The threat has always been there because we have already dealt with infectious disease protocols. But it has grown so much because of the contagiousness of this disease and the way it can overwhelm our health care resources, that is what we need to pay attention to.

NDP MP for Nickel Belt and official opposition health critic France Gélinas agrees. “We’ve been sounding the alarm for years.


France Gélinas is the NDP health critic and member for Nickel Belt. (Archive photo)


© / Radio-Canada
France Gélinas is the NDP health critic and member for Nickel Belt. (Archive photo)


The large hospitals in the North are over 100% full most of the time. Wherever you can put a bed, you put one.

She notes that the Thunder Bay Hospital is currently 90% full, although non-emergency operations, postponed due to COVID-19, have not resumed at the same rate as before the pandemic.

According to her, hospitals should aim for an occupancy rate of 85%, to have room for maneuver in normal times. “Even before COVID-19, it was not safe.

We need to review our mission, says Dr. Kennedy. Patients should be discharged more quickly by setting up outpatient health clinics.

We have to change the way we operate “Insists Dr. Kennedy. He points out that other epidemics are to be expected.

The hospital has a fragile clientele. You have to control the comings and goings and change the configuration of the corridors.

Dr. Kennedy admits that the changes will take years and will incur significant costs.

In Sudbury, Health Horizon North (HSN) CEO Dominic Giroux said the hospital was almost full on June 30.


Horizon Santé-Nord CEO Dominic Giroux. (Archive photo)


© Jean-Loup Doudard / Radio-Canada
Horizon Santé-Nord CEO Dominic Giroux. (Archive photo)


This is not a new problem. The situation will certainly continue to get worse, but we have short, medium and long term solutions.

HSN wants in particular increase the number of “unconventional” temporary beds at the Clarion Hotel until March 31, according to the proposal made to the government.

This would allow the hospital to speed up the resumption of non-emergency operations.

Giroux also said that the government must quickly approve plans to expand the hospital’s capacity in the medium and long term.

A better home care system

According to France Gélinas, the first solution to limit the number of patients in hospitals is to improve home care.

If we were able to provide the home care that people need, quality care, many people would not need to be hospitalized.

With the deficient system that we have right now, the troubles start and the doctors don’t want to send patients home Added Ms. Gélinas.

Dominic Giroux also believes that investments in home care are essential.

Better access to primary care is also essential, says the MP. “Many Ontarians in the North do not have a family doctor or nurse practitioner.

And even if they have a [médecin de famille], it can take two, three, four weeks before having an appointment.

The official opposition at Queen’s Park also held a virtual summit on the transformation of long-term care and home care on Thursday.

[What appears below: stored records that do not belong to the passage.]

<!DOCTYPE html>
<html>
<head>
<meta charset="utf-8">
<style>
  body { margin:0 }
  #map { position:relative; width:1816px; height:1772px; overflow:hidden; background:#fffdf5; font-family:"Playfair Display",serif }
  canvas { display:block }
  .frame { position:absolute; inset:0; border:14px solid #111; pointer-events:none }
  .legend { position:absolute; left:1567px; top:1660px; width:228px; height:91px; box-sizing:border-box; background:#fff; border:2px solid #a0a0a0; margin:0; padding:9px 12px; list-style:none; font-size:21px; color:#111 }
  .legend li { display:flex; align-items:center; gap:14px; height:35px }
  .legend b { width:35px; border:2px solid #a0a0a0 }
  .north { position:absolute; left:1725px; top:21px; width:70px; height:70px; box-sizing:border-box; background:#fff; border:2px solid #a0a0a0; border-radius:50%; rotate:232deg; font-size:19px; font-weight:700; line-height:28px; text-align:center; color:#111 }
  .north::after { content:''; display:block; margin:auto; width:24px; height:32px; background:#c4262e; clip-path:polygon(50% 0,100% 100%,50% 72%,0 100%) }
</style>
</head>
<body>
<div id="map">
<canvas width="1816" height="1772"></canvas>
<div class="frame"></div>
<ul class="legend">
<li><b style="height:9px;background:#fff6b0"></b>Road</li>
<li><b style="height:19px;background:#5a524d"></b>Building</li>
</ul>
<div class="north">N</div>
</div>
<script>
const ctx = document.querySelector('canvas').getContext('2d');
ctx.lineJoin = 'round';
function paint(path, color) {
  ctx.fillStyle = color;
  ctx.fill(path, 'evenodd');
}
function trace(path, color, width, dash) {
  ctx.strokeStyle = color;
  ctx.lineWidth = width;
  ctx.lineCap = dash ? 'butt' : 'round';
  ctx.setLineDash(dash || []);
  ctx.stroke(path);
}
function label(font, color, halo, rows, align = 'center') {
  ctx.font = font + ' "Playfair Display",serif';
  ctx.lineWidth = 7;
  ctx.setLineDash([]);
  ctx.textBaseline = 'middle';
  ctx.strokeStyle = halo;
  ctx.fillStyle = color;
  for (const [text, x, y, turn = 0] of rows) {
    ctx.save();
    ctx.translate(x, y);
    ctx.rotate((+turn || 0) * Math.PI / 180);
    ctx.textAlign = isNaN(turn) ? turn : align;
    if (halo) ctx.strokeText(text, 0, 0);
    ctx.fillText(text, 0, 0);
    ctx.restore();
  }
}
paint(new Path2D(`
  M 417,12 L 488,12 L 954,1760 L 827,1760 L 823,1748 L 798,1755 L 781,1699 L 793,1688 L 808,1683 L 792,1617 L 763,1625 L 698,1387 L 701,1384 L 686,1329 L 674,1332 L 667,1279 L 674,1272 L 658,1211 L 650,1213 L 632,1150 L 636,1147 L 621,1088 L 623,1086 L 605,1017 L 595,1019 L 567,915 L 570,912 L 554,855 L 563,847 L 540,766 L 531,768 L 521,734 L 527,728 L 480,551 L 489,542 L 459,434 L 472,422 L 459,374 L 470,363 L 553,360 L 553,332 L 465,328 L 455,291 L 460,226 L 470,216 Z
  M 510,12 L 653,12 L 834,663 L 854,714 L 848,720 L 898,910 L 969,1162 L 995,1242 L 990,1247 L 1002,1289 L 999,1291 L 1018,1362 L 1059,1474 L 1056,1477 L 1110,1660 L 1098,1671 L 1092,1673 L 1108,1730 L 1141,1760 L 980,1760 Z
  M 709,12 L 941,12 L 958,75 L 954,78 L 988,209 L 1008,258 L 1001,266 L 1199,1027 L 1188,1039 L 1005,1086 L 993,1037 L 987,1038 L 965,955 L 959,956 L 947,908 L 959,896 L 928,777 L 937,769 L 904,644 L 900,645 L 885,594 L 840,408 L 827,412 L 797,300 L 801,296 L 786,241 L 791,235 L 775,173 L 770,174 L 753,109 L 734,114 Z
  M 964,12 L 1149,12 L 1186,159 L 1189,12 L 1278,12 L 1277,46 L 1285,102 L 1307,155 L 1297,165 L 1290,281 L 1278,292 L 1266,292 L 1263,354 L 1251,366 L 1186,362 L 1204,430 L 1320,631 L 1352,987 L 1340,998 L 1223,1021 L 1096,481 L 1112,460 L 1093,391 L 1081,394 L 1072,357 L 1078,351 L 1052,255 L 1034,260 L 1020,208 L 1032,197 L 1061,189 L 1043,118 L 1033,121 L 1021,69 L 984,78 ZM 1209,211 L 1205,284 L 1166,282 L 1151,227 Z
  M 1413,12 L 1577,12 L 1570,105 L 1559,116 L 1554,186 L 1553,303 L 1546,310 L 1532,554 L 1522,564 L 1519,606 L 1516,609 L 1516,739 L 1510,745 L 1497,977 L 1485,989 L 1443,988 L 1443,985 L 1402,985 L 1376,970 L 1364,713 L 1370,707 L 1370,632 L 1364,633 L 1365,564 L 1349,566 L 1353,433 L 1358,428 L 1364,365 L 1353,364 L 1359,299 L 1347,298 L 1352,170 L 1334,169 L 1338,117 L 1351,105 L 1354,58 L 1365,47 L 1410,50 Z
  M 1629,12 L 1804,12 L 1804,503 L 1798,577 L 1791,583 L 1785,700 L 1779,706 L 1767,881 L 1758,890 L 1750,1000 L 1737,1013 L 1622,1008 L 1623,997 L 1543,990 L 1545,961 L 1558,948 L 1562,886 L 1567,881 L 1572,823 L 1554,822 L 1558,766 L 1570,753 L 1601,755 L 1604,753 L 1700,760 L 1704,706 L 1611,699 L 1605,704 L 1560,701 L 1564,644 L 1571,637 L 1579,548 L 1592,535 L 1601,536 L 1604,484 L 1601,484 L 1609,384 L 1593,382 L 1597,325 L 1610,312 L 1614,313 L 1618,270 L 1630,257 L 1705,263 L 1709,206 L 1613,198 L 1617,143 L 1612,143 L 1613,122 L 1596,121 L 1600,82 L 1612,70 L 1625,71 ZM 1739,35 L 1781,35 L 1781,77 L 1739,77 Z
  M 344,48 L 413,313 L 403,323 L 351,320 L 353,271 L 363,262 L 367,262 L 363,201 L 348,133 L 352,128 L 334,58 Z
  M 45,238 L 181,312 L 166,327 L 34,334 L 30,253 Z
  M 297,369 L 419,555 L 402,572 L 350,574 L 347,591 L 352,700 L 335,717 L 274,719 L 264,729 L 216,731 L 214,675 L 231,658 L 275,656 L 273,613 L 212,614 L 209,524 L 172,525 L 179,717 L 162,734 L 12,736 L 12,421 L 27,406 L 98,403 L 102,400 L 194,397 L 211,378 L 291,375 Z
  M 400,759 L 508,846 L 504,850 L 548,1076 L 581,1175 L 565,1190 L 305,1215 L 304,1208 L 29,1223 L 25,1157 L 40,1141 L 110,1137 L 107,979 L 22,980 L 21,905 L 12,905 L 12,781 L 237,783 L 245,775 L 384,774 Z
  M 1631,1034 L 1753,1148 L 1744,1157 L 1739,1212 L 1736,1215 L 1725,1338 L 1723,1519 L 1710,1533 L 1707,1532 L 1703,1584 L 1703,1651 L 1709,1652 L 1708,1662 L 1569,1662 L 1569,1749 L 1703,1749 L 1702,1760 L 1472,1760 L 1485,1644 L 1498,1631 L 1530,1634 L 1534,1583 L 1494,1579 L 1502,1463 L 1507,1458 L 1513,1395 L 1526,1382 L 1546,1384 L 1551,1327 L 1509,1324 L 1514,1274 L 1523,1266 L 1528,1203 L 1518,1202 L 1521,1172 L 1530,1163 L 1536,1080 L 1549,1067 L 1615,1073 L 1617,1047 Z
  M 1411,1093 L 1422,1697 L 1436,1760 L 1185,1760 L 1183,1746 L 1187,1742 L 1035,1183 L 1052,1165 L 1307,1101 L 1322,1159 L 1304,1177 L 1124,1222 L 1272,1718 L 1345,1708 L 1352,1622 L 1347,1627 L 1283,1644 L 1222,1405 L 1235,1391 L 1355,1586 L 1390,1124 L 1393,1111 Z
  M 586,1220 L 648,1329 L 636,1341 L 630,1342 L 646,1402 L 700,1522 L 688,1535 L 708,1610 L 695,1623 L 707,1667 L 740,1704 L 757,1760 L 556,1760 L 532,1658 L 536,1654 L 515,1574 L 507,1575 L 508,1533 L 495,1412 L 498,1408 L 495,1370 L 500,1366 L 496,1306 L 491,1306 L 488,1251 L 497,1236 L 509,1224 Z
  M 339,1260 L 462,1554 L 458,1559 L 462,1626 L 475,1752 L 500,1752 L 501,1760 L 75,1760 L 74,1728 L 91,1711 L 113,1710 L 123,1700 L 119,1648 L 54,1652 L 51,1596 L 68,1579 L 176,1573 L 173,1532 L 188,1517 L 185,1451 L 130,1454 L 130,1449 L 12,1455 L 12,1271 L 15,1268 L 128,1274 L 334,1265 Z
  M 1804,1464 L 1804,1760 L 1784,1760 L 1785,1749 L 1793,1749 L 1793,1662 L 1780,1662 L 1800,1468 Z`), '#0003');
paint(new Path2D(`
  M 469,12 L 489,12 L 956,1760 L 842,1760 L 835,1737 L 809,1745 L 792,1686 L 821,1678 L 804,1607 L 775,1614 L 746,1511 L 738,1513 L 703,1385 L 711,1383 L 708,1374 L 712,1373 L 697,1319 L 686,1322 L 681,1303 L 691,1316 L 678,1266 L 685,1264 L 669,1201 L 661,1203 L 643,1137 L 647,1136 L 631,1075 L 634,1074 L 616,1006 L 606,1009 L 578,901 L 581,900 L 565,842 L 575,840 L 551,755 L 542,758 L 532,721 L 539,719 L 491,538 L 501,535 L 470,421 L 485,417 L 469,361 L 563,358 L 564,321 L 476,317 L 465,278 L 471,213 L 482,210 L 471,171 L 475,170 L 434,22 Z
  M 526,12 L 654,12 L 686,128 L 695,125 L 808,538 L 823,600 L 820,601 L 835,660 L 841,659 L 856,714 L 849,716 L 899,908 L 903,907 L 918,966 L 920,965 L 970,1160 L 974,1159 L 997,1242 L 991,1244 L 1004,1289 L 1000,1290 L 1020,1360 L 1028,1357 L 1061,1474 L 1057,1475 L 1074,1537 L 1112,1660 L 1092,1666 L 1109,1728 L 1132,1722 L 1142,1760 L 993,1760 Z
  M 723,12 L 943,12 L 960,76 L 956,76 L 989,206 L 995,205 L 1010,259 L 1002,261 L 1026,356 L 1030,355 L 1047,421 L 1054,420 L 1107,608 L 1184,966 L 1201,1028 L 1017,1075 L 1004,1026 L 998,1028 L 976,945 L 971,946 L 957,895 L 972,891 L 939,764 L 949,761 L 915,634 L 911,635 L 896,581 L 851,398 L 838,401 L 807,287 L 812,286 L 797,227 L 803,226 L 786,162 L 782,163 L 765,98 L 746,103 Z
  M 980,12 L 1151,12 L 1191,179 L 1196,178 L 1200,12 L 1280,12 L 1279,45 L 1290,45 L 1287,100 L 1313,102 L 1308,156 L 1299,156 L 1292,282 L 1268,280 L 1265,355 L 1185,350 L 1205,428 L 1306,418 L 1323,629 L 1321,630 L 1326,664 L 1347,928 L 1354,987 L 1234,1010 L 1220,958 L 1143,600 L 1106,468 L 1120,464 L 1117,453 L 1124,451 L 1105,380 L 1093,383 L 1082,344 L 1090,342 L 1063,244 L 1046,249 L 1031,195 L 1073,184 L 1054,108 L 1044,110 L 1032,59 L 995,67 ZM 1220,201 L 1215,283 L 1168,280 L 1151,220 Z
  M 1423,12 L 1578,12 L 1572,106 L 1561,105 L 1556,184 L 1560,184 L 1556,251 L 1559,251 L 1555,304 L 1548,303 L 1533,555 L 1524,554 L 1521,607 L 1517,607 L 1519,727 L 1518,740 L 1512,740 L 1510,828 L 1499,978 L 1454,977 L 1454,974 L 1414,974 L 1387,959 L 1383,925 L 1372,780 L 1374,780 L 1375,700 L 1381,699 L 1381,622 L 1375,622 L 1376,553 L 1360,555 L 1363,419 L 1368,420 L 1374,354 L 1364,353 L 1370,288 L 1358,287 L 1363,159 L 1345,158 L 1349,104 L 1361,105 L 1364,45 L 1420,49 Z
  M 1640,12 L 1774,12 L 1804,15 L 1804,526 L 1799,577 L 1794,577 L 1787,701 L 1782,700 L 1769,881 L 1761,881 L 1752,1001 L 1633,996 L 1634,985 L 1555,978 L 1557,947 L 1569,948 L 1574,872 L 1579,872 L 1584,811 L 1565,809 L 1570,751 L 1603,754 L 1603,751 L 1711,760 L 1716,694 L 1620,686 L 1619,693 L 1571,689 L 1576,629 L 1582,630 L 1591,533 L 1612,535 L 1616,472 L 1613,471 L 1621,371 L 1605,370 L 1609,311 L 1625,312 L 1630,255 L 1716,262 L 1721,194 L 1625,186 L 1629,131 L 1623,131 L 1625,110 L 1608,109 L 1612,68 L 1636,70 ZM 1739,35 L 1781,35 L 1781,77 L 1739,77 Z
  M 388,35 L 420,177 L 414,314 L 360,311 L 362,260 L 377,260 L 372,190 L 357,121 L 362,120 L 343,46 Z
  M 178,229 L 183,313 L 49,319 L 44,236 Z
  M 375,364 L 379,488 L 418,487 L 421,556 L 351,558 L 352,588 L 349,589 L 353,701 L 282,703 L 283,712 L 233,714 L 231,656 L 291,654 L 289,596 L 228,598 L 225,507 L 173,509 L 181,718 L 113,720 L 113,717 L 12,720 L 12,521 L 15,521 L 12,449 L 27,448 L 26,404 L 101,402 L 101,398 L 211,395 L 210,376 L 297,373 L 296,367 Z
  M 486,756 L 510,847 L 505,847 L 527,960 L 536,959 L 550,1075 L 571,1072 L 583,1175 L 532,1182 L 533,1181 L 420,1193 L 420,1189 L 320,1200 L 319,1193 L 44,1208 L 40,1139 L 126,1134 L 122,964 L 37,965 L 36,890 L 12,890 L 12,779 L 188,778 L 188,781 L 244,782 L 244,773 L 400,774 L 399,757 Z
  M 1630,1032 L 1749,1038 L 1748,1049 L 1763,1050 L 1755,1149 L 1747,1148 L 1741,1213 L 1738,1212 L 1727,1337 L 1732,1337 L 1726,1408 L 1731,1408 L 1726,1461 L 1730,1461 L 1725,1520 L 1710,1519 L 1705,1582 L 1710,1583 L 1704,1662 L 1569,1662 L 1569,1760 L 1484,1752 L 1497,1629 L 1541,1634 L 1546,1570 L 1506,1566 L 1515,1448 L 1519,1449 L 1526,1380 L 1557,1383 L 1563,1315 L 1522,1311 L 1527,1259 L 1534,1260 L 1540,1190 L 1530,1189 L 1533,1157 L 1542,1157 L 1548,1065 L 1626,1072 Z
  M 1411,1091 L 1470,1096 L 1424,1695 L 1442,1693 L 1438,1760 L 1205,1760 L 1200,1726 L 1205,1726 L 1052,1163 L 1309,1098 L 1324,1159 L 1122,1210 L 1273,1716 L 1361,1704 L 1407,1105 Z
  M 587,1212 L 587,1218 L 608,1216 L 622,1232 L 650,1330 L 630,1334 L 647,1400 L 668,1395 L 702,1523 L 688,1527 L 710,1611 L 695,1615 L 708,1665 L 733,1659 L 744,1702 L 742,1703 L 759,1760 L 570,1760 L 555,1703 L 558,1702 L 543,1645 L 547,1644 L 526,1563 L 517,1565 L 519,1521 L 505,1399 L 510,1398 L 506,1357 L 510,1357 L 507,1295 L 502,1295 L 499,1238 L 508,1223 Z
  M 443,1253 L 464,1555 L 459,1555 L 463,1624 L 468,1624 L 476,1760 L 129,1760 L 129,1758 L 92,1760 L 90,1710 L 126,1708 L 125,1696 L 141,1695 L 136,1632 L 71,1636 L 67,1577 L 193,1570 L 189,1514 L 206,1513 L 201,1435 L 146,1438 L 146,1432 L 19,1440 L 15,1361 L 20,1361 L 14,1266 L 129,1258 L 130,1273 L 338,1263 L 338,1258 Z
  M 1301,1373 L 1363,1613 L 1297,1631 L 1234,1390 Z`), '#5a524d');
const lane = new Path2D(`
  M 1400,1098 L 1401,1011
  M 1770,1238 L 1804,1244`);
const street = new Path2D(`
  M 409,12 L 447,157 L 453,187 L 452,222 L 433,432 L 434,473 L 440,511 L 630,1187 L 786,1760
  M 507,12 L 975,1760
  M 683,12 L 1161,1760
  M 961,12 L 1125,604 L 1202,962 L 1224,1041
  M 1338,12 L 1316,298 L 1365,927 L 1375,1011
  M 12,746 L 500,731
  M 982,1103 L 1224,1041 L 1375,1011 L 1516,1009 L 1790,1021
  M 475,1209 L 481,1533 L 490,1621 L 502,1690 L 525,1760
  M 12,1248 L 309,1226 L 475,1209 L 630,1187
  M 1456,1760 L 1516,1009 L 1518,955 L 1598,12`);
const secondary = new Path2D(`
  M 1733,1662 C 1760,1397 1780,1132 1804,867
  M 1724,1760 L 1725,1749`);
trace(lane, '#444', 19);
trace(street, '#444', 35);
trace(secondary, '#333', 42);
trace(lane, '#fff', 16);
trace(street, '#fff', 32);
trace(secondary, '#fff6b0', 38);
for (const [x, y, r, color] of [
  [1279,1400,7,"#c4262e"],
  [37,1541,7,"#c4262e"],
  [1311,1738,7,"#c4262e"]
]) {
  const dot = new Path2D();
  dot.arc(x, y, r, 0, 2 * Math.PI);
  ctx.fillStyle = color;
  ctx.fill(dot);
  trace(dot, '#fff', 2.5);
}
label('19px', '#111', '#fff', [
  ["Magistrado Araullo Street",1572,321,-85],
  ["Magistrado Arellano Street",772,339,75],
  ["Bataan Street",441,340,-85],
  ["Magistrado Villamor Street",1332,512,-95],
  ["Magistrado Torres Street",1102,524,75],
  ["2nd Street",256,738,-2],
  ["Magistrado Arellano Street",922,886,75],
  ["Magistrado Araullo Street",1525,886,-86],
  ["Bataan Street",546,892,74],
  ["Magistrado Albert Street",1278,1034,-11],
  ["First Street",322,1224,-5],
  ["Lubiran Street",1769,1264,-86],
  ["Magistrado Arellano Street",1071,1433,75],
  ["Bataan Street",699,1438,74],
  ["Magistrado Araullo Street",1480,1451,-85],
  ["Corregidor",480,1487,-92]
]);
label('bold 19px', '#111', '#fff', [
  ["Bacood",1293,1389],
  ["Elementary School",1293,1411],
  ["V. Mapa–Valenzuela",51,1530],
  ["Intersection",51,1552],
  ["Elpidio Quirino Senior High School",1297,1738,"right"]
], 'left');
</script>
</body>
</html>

Many families mourn the loss of a loved one who died in a long-term care facility today “Said New Democrat leader Andrea Horwath in a statement.

We cannot return to normal in long-term care. The system deprives too many people of their quality of life and makes them vulnerable to tragedies.

While we are incredibly grateful to the healthcare workers who fought to save lives in a system devastated by COVID-19, we will never look back and never believe that Ontario won this battle. “, She adds.

Horwath noted that some major changes are not to be expected.

We know that long-term care homes are severely understaffed and that front-line workers, such as attendants, are underpaid. Said Ms. Horwath.

We urge this government to take urgent action now to increase the number of staff, to place social workers in full-time jobs with benefits, to invest in nutrition and to carry out more comprehensive inspections.

Ford government could start it all tomorrow, making seniors’ lives better and safer now“Concludes the Leader of the Opposition.